RM: The results have ignited a call to action that research into pediatric radiotherapy capacity is necessary and worth pursuing. We’ve established research partnerships not only in Mexico, but also with the International Atomic Energy Agency and collaborators in other Latin American countries. I’ve cultivated relationships with pediatric oncologists and physician-scientists in Colombia who are interested in partnering to expand this work. Additionally, we published an article in JCO Global Oncology, and researchers from Saudi Arabia reached out to see if we could similarly conduct a survey of Saudi Arabian radiotherapy capacity for children with cancer.

What is the value of supporting research projects—like yours—that facilitate global collaboration?

RM: Conquer Cancer fills a very important void: There is a gap in funding for global oncology research as well as childhood cancer research. I appreciate that Conquer Cancer support allowed me to complete my research project in Mexico, which has subsequently developed into fruitful collaborations with other Latin American nations and even in the Middle East. Research costs dollars, and it was that initial grant that allowed me to execute those aims and collaborate with Mexican providers to successfully finish that project.

5 years from now, what advances do you anticipate in the pediatric oncology space, and how do you think your Conquer Cancer–funded project can contribute to those advances?

RM: Patients with Hodgkin lymphoma generally have an excellent prognosis, with more than 90% of patients surviving.4 Therefore, our research focuses on making sure that in their survivorship, they’re as healthy as they can be. It’s about finding that common ground of how we can make sure that we’re getting rid of disease, while also ensuring those survivors can enjoy a good quality of life and face minimal side effects from treatment.

I think we’re going to continue seeing an evolution of how to find that sweet spot of both making sure we’re helping patients reach remission, but also that patients who are cured are still afforded a healthy life.

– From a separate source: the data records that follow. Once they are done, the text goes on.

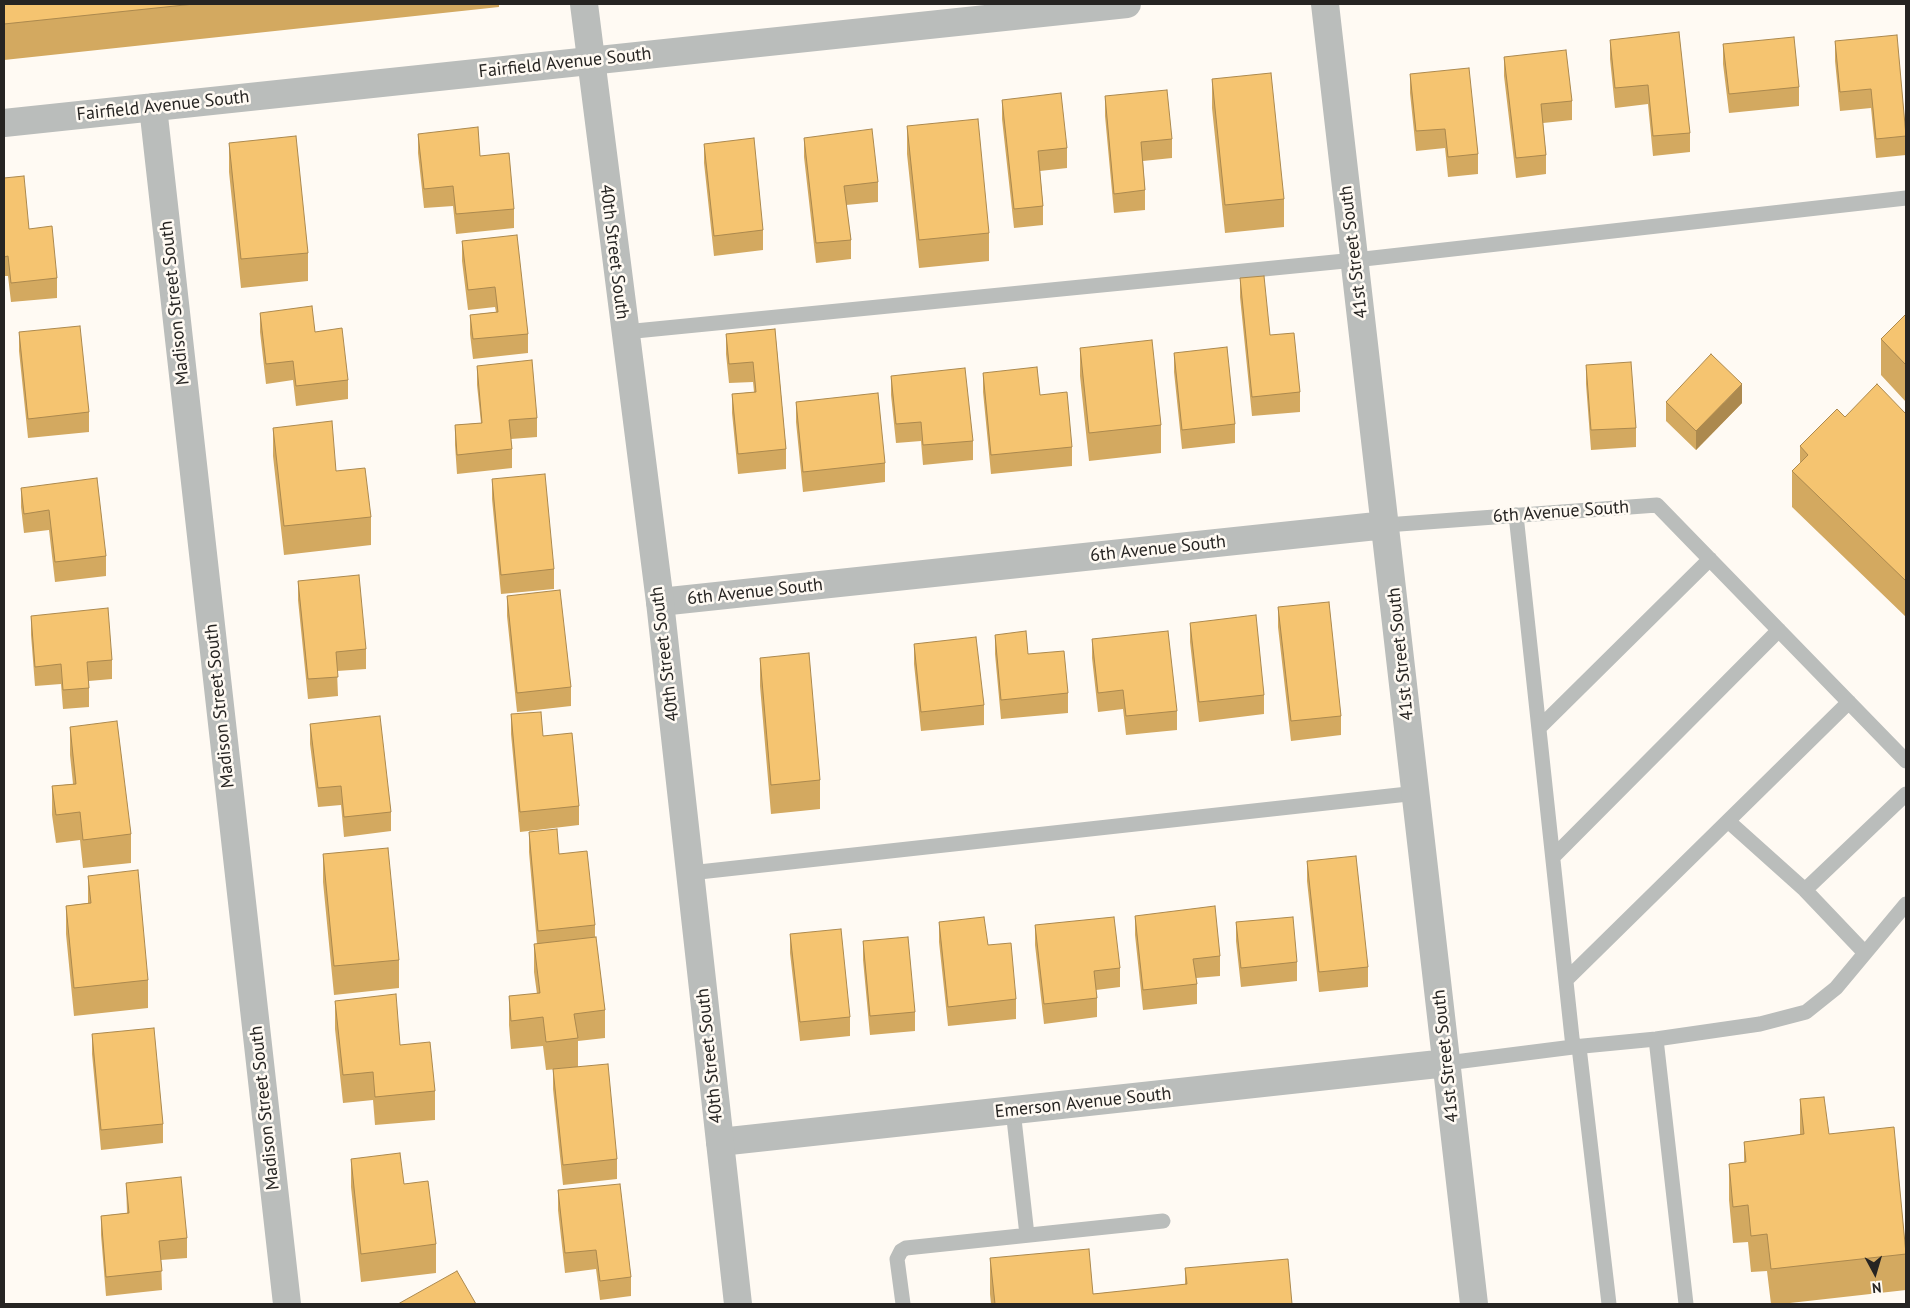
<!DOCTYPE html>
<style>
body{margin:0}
#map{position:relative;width:1910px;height:1308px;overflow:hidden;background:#fffaf3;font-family:"PT Sans",sans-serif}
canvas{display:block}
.frame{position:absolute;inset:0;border:5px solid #262422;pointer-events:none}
.north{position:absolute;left:1850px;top:1248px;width:50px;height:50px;-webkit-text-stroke:4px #fffaf3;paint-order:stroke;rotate:174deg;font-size:14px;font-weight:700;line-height:20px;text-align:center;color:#262422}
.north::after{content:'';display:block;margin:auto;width:18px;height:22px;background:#262422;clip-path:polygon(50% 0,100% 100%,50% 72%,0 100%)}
</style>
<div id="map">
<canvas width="1910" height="1308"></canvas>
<div class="frame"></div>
<div class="north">N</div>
</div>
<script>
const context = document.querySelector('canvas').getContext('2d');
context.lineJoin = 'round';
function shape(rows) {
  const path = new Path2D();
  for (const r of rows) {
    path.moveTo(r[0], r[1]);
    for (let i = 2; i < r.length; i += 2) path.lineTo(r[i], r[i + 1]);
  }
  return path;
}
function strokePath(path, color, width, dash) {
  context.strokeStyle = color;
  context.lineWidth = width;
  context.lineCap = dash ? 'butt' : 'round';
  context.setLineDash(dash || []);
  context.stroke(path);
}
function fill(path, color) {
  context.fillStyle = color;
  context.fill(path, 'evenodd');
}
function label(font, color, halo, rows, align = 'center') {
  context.font = font + ' "PT Sans",sans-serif';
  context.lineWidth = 5;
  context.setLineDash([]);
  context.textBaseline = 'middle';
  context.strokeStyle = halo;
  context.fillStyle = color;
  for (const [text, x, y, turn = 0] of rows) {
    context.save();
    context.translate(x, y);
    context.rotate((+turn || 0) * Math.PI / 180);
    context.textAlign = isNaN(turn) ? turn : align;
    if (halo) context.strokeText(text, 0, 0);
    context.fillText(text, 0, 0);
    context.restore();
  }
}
strokePath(shape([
 [625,332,1355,260,1906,198],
 [1516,515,1573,1047],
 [1386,525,1657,505,1906,761],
 [1539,728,1710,559],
 [1728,821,1805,890,1865,953],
 [1553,857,1779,630],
 [690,873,1417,793],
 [1805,890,1906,794],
 [1566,980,1849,702],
 [1656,1039,1686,1304],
 [1579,1047,1609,1304],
 [1447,1063,1573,1047,1656,1039,1760,1024,1806,1012,1836,988,1906,904],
 [1013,1110,1027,1235],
 [903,1304,897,1259,901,1251,906,1248,1163,1221]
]), '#babdbb', 15);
strokePath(shape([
 [1325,4,1474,1304],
 [153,107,287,1304],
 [4,123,1127,4],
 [660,602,1386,525],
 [720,1142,1447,1063]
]), '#babdbb', 28);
strokePath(shape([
 [584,4,660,602,738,1304]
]), '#babdbb', 28);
fill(shape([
 [4,4,499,4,499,7,4,60],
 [1610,40,1690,133,1690,152,1653,156,1648,104,1615,108,1610,59],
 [1835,41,1906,133,1906,155,1876,158,1871,108,1840,111,1835,61],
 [1723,44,1799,87,1799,106,1729,113,1723,64],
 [1504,57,1572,101,1572,120,1543,123,1546,155,1546,174,1516,178,1504,76],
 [1410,74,1478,154,1478,174,1448,177,1445,148,1416,151,1410,93],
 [1212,79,1284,199,1284,227,1225,233,1212,108],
 [1105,96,1172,139,1172,158,1143,161,1145,190,1145,210,1114,213,1105,116],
 [1002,100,1067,148,1067,168,1040,171,1043,206,1043,225,1014,228,1002,119],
 [907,126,989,233,989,261,919,268,907,154],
 [418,134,480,156,514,209,514,228,456,234,453,206,424,208,418,153],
 [804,138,878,182,878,202,846,205,851,240,851,259,816,263,804,157],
 [229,143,308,253,308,281,241,288,229,172],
 [704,144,763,230,763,250,714,256,704,163],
 [4,178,29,229,57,278,57,298,11,302,8,276,4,276],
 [462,241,528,334,528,353,473,359,470,334,470,315,496,312,495,307,468,310,462,261],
 [1240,278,1300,392,1300,412,1252,416,1240,297],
 [260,313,315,332,348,380,348,399,296,406,293,380,266,384,260,332],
 [1906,314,1906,402,1881,375,1881,339],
 [775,329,786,449,786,469,738,474,732,413,732,394,754,392,753,382,729,383,726,354,726,334],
 [19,332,89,412,89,432,28,438,19,351],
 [1080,348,1161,425,1161,453,1089,461,1080,376],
 [1174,353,1235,424,1235,443,1182,449,1174,372],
 [1586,365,1636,428,1636,447,1591,450,1586,384],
 [477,366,537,418,537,437,511,439,512,449,512,468,457,474,455,445,455,425,481,423,477,385],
 [983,373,1040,395,1072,447,1072,466,991,474,983,392],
 [891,376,973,441,973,460,923,465,921,441,896,443,891,395],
 [796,402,885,463,885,482,803,492,796,422],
 [1666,402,1742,403,1696,450,1666,421],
 [1906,414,1906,617,1792,507,1792,471,1800,463,1800,446,1845,417],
 [273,428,336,471,371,517,371,545,284,555,273,456],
 [492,479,554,569,554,589,501,594,492,499],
 [21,488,106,556,106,576,55,582,49,530,24,533,21,507],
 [298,581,366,649,366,669,337,671,338,696,308,699,298,600],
 [507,596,571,687,571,706,517,712,507,616],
 [1278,607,1341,716,1341,735,1291,741,1278,627],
 [31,616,112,660,112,679,89,681,89,707,63,709,61,684,35,686,31,635],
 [1190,623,1264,695,1264,714,1199,722,1190,642],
 [995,635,1028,654,1068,693,1068,713,1001,719,995,654],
 [1092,639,1177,711,1177,730,1126,735,1123,709,1098,712,1092,658],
 [914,644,984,705,984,725,921,731,914,664],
 [760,658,820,780,820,809,771,814,760,686],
 [511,714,543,736,579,806,579,825,520,832,511,734],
 [310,724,391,812,391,831,344,837,341,805,318,807,310,744],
 [70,727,131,834,131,863,83,868,80,840,56,843,52,815,52,786,73,784,70,755],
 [529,832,559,854,595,925,595,937,605,1010,605,1038,578,1041,578,1067,546,1070,543,1046,511,1049,509,1025,509,996,537,994,534,972,534,944,537,944,529,852],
 [323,854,399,960,399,988,334,995,323,882],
 [1307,861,1368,967,1368,987,1319,992,1307,881],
 [88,876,148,980,148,1008,74,1016,66,934,66,906,88,903],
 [1135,916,1220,956,1220,976,1196,978,1197,984,1197,1004,1143,1010,1135,935],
 [939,922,988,945,1016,999,1016,1019,948,1026,939,942],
 [1236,922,1297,962,1297,981,1241,987,1236,941],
 [1035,925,1120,968,1120,987,1096,990,1097,998,1097,1017,1044,1024,1035,945],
 [790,934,850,1017,850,1036,800,1041,790,953],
 [863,941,915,1012,915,1031,870,1035,863,960],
 [335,1001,400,1045,435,1091,435,1120,375,1125,373,1100,343,1103,335,1029],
 [92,1034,163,1124,163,1143,101,1150,92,1054],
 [553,1069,617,1159,617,1179,563,1185,553,1089],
 [1800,1099,1829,1134,1906,1253,1906,1290,1781,1304,1771,1304,1767,1271,1751,1272,1748,1242,1733,1243,1729,1200,1729,1164,1744,1162,1744,1142,1800,1135],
 [351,1159,404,1184,436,1244,436,1273,361,1282,351,1187],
 [126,1183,187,1238,187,1258,161,1260,162,1290,106,1296,101,1235,101,1216,127,1213],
 [558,1190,631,1277,631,1296,600,1300,596,1269,565,1273,558,1210],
 [990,1258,1093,1294,1185,1285,1185,1268,1292,1304,991,1304,990,1294]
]), '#d3a960');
fill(shape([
 [1742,384,1742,403,1696,450,1696,431]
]), '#ac894e');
const building = shape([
 [4,4,194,4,4,24,4,4],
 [1679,32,1690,133,1653,136,1648,85,1615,88,1610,40,1679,32],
 [1897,35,1906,136,1876,139,1871,89,1840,92,1835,41,1897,35],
 [1794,37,1799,87,1729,94,1723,44,1794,37],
 [1566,50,1572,101,1541,104,1546,155,1516,158,1504,57,1566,50],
 [1469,68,1478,154,1448,157,1445,129,1416,131,1410,74,1469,68],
 [1271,73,1284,199,1225,205,1212,79,1271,73],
 [1167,90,1172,139,1141,142,1145,190,1114,194,1105,96,1167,90],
 [1061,93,1067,148,1038,151,1043,206,1014,209,1002,100,1061,93],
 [978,119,989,233,919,240,907,126,978,119],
 [478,127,480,156,509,153,514,209,456,214,453,186,424,189,418,134,478,127],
 [872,129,878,182,844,186,851,240,816,243,804,138,872,129],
 [296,136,308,253,241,259,229,143,296,136],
 [754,138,763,230,714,236,704,144,754,138],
 [24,176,29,229,52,226,57,278,11,283,8,256,4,257,4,178,24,176],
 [517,235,528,334,473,339,470,315,498,312,495,287,468,290,462,241,517,235],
 [1264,276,1270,335,1294,333,1300,392,1252,397,1240,278,1264,276],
 [312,306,315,332,342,328,348,380,296,386,293,361,266,364,260,313,312,306],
 [1906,314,1906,365,1881,339,1906,314],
 [80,326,89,412,28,419,19,332,80,326],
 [775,329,786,449,738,454,732,394,756,392,753,362,729,364,726,334,775,329],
 [1152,340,1161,425,1089,433,1080,348,1152,340],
 [1227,347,1235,424,1182,430,1174,353,1227,347],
 [1711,354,1742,384,1696,431,1666,402,1711,354],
 [532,360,537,418,509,420,512,449,457,455,455,425,482,423,477,366,532,360],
 [1631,362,1636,428,1591,430,1586,365,1631,362],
 [1037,367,1040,395,1067,392,1072,447,991,455,983,373,1037,367],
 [965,368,973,441,923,445,921,422,896,424,891,376,965,368],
 [1877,384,1906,414,1906,581,1792,471,1808,455,1800,446,1837,409,1845,417,1877,384],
 [878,393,885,463,803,472,796,402,878,393],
 [332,421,336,471,365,468,371,517,284,526,273,428,332,421],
 [545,474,554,569,501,575,492,479,545,474],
 [97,478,106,556,55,562,49,510,24,514,21,488,97,478],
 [359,575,366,649,336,652,338,677,308,679,298,581,359,575],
 [560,590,571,687,517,693,507,596,560,590],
 [1329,602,1341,716,1291,721,1278,607,1329,602],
 [108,608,112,660,87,662,89,688,63,690,61,664,35,667,31,616,108,608],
 [1256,615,1264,695,1199,702,1190,623,1256,615],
 [1026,631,1028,654,1064,651,1068,693,1001,700,995,635,1026,631],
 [1168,631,1177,711,1126,716,1123,690,1098,693,1092,639,1168,631],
 [976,637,984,705,921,712,914,644,976,637],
 [809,653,820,780,771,785,760,658,809,653],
 [541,712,543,736,572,733,579,806,520,812,511,714,541,712],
 [380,716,391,812,344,817,341,786,318,788,310,724,380,716],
 [117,721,131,834,83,840,80,812,56,815,52,786,76,784,70,727,117,721],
 [557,829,559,854,587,851,595,925,538,931,529,832,557,829],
 [388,848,399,960,334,966,323,854,388,848],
 [1356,856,1368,967,1319,972,1307,861,1356,856],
 [138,870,148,980,74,988,66,906,91,903,88,876,138,870],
 [1215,906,1220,956,1193,959,1197,984,1143,990,1135,916,1215,906],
 [984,917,988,945,1011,943,1016,999,948,1007,939,922,984,917],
 [1114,917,1120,968,1094,971,1097,998,1044,1004,1035,925,1114,917],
 [1293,917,1297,962,1241,968,1236,922,1293,917],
 [841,929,850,1017,800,1022,790,934,841,929],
 [596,937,605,1010,574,1014,578,1038,546,1042,543,1017,511,1021,509,996,540,993,534,944,596,937],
 [908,937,915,1012,870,1016,863,941,908,937],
 [396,994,400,1045,430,1042,435,1091,375,1097,373,1072,343,1075,335,1001,396,994],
 [154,1028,163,1124,101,1130,92,1034,154,1028],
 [608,1064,617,1159,563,1165,553,1069,608,1064],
 [1824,1097,1829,1134,1894,1127,1906,1254,1771,1269,1767,1234,1751,1236,1748,1205,1733,1207,1729,1164,1746,1162,1744,1142,1804,1134,1800,1099,1824,1097],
 [400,1153,404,1184,428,1181,436,1244,361,1254,351,1159,400,1153],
 [181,1177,187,1238,159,1241,162,1271,106,1277,101,1216,129,1213,126,1183,181,1177],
 [620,1184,631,1277,600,1281,596,1250,565,1253,558,1190,620,1184],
 [1089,1249,1093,1294,1187,1284,1185,1268,1288,1259,1292,1304,995,1304,990,1258,1089,1249],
 [457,1271,476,1304,398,1304,457,1271]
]);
fill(building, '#f5c470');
strokePath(building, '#ac894e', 1);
label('18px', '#262422', '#fffaf3', [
 ["Fairfield Avenue South",565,63,-6],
 ["Fairfield Avenue South",163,106,-6],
 ["40th Street South",614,252,83],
 ["41st Street South",1354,252,-97],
 ["Madison Street South",175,303,-96],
 ["6th Avenue South",1561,512,-4],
 ["6th Avenue South",1158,549,-6],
 ["6th Avenue South",755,592,-6],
 ["40th Street South",665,654,-97],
 ["41st Street South",1401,654,-96],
 ["Madison Street South",220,706,-96],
 ["40th Street South",710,1056,-96],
 ["41st Street South",1446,1056,-96],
 ["Emerson Avenue South",1083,1103,-6],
 ["Madison Street South",265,1108,-96]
]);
</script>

Can you expand on the importance of supporting early-career researchers, including how this benefits the patients they serve?

RM: Research and grant funding really operate like gravity: the more you have, the more you attract.

Getting that first research grant is really a pivotal moment. For Conquer Cancer donors to really focus on supporting early-career investigators really sets a tone for us to be able to develop our research careers. Through a diverse investment into different voices, perspectives, and thought processes, we help ensure that research is appropriately representative of who we are, who our patients are, and how we get new ideas for better treatments and cures.

 

1: Rübe et al. Cancers (Basel) 

2: Lansford et al. Journal of Adolescent Health 

3: Mailhot et al. JCO Global Oncology 

4: Munir et al. International Journal of Molecular Sciences

Conquer Cancer fills a very important void: There is a gap in funding for global oncology research as well as childhood cancer research. I appreciate that Conquer Cancer support allowed me to complete my research project.